Today we are very excited to be releasing a new version of NUSMods for everyone to use. This release is NUSMods’ third version since the project was originally started in 2012 by Beng, founder and creator of NUSMods. NUSMods R has been in development for over a year and will finally be available for use thanks to the hard work of a team of young and talented developers from School of Computing. NUSMods is a student-initiated project driven by the needs of students and desire of individuals to solve common university life problems with technology. The NUSMods core team has put in a tremendous amount of time and effort over the past year during both semester period and holidays to make this possible. Many thanks to the people involved in the development of NUSMods R - Zhang Yi Jiang, Li Kai, E-Liang Tan, Ng Zhi An, and Yangshun Tay.

The new version brings about some much needed enhancements such as multi-platform compatibility, performance improvements, increased customizability, and solves many of the pain points of the previous version. We redesigned the user interface, rethought the user experience, rewrote the entire code base and removed a number of features that were not commonly used among students so that your usage experience will be greatly enhanced. We have plenty of other things to ship, but done is better than perfect; we can’t wait to put the new release in your hands. Here are some of the highlights in the new release:

Timetable Overhaul

NUSMods Desktop Screenshot

The previous timetable was written in 2014 when v2 was released. While its implementation was robust and it worked, it wasn’t mobile responsive and was tougher to improve upon. Yangshun took the chance to overhaul the timetable in terms of implementation, design and user experience, writing a reusable timetable component that looks great on both desktop and mobile devices while retaining its snappy performance.

One major change we made was to kill Drag and Drop, which, unfortunately, was not suitable on mobile for scrollable interfaces. To change lessons in NUSMods R, tap on a lesson to view alternative slots, then select your intended slot. Killing Drag and drop and reverting to good old tap and select allowed us to keep the interactions across the various supported platforms consistent.

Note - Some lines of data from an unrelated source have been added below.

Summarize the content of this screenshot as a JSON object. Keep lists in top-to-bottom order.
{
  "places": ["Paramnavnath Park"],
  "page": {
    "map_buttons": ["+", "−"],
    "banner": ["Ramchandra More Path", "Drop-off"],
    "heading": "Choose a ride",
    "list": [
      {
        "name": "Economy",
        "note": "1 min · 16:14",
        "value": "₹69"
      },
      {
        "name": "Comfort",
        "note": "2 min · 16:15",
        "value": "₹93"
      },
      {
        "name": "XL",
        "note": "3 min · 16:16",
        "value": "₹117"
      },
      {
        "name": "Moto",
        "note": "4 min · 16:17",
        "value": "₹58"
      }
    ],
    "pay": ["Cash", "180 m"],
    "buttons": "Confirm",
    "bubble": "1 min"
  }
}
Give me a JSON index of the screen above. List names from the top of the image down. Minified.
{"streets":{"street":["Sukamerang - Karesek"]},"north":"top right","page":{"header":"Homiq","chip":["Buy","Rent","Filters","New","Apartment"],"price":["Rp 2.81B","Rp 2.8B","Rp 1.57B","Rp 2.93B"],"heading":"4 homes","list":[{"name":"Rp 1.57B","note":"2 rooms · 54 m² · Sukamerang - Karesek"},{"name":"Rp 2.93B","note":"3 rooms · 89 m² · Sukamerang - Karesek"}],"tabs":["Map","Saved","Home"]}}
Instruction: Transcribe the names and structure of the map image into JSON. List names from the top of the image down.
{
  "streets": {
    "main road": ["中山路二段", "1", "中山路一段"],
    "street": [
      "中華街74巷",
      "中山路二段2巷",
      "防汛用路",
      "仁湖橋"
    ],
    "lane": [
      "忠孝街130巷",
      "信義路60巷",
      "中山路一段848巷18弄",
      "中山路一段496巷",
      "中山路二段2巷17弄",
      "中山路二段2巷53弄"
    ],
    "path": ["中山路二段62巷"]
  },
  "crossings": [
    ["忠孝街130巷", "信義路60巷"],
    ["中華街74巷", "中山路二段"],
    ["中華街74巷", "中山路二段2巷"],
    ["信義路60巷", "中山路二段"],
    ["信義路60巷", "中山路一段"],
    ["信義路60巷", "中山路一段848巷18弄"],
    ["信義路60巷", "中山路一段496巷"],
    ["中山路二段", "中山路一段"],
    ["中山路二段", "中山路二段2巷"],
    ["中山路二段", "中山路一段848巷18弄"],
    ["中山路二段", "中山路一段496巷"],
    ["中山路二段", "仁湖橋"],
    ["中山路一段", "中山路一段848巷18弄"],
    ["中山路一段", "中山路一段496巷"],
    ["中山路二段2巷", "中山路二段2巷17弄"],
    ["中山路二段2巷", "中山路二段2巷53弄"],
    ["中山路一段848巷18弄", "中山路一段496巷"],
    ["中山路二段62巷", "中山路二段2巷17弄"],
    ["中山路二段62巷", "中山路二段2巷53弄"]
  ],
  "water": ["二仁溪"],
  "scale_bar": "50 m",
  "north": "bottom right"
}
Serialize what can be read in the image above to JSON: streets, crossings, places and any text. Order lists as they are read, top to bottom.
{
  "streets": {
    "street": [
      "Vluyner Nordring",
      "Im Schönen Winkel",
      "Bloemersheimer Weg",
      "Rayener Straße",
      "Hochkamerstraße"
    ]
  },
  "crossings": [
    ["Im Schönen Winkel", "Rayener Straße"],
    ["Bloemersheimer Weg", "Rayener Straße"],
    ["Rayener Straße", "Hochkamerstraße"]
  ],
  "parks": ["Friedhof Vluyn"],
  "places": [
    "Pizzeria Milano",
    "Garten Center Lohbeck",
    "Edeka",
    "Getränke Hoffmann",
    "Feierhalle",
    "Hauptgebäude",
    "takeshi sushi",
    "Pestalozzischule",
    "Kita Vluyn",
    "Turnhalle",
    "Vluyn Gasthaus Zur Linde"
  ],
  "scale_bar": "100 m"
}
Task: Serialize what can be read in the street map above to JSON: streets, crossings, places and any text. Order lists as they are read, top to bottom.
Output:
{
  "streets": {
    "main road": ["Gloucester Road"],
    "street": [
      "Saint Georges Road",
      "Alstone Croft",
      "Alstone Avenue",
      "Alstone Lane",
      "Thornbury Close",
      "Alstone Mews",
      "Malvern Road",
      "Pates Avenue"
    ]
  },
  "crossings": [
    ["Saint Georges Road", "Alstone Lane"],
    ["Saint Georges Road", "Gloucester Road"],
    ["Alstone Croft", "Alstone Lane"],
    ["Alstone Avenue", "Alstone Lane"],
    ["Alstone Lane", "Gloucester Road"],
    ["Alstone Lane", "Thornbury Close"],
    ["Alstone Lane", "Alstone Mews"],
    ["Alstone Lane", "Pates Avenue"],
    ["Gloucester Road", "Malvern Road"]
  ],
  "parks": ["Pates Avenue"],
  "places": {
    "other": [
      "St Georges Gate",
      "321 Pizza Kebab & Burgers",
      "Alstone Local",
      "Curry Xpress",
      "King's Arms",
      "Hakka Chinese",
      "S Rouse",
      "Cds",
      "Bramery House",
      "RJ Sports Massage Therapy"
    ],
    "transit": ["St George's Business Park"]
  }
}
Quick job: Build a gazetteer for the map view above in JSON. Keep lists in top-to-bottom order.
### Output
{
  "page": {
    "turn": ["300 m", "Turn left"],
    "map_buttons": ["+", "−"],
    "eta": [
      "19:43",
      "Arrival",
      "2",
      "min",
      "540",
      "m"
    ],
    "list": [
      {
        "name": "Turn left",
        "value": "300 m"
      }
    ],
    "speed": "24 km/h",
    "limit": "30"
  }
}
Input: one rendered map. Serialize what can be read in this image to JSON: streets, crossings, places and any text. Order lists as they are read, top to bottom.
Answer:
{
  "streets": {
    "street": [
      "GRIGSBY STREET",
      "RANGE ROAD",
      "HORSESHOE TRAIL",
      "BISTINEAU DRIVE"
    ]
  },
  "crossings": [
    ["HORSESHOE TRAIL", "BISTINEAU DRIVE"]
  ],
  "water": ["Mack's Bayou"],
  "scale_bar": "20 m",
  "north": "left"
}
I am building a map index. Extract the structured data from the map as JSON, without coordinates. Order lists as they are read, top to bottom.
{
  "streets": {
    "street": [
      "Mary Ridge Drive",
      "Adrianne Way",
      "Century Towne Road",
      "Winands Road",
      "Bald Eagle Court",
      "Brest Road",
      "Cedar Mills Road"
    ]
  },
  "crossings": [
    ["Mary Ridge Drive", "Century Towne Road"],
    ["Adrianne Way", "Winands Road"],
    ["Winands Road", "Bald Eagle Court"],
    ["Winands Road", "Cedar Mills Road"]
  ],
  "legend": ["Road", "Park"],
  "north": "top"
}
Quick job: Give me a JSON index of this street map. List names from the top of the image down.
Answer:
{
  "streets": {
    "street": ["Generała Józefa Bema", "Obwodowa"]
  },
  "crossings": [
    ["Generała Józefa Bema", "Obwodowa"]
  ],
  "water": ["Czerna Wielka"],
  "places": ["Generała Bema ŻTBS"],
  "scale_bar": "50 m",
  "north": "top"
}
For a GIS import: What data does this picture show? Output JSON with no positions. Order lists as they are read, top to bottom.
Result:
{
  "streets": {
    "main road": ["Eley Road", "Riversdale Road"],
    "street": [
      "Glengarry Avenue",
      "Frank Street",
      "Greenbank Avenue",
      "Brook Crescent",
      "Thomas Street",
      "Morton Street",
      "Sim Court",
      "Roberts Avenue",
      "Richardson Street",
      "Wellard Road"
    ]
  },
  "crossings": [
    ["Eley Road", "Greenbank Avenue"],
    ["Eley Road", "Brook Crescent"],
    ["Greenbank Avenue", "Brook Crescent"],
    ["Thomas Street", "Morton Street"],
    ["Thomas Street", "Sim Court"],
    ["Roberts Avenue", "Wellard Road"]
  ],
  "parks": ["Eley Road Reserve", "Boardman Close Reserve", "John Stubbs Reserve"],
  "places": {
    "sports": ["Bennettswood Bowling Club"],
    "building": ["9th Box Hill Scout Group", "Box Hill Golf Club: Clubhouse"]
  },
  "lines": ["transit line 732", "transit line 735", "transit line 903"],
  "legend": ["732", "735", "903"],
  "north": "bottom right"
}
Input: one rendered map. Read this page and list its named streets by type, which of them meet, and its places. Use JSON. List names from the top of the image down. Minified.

Drag and drop is also not great when there are many alternative slots and you just want to view them without changing your existing selection.

We have received feedback from some students who preferred a vertical orientation for the timetable because it was more similar to Google Calendar/iCal. We contemplated switching to a vertical orientation but feared upsetting those who preferred and were used to the horizontal version. To make everyone happy, we now allow you to toggle the timetable orientation! Implementing this was a technical challenge for us and we are pretty proud of the approach we took to solve it.

NUSMods iPhone Screenshot

Lastly, we now let you customize the colors of the lessons on the timetable. No longer do you need to refresh the page repeatedly just to get a colour combination that you like before exporting the timetable. You may also hide certain modules from the timetable if you wish. Dark mode is not forgotten either.

NUSMods Desktop Dark Mode Screenshot

Many thanks to Yangshun Tay, Zhang Yi Jiang, Li Kai, Ng Zhi An and E-Liang Tan for their work on the timetable.

Module Finder and Module Pages

NUSMods Desktop Screenshot

The module finder has been one of the unique selling points of NUSMods. We allow students to filter modules according to a list of criteria that CORS does not allow you to, such as by levels, number of MCs, lecture and tutorial timings so that you can find the perfect module that lets you have a three-day week. Yi Jiang revamped the module search experience such that it is now much faster and you can easily find a module that meets your criteria, by filtering with keywords which match module descriptions and titles. Did I also mention that the module finder page works really well on mobile?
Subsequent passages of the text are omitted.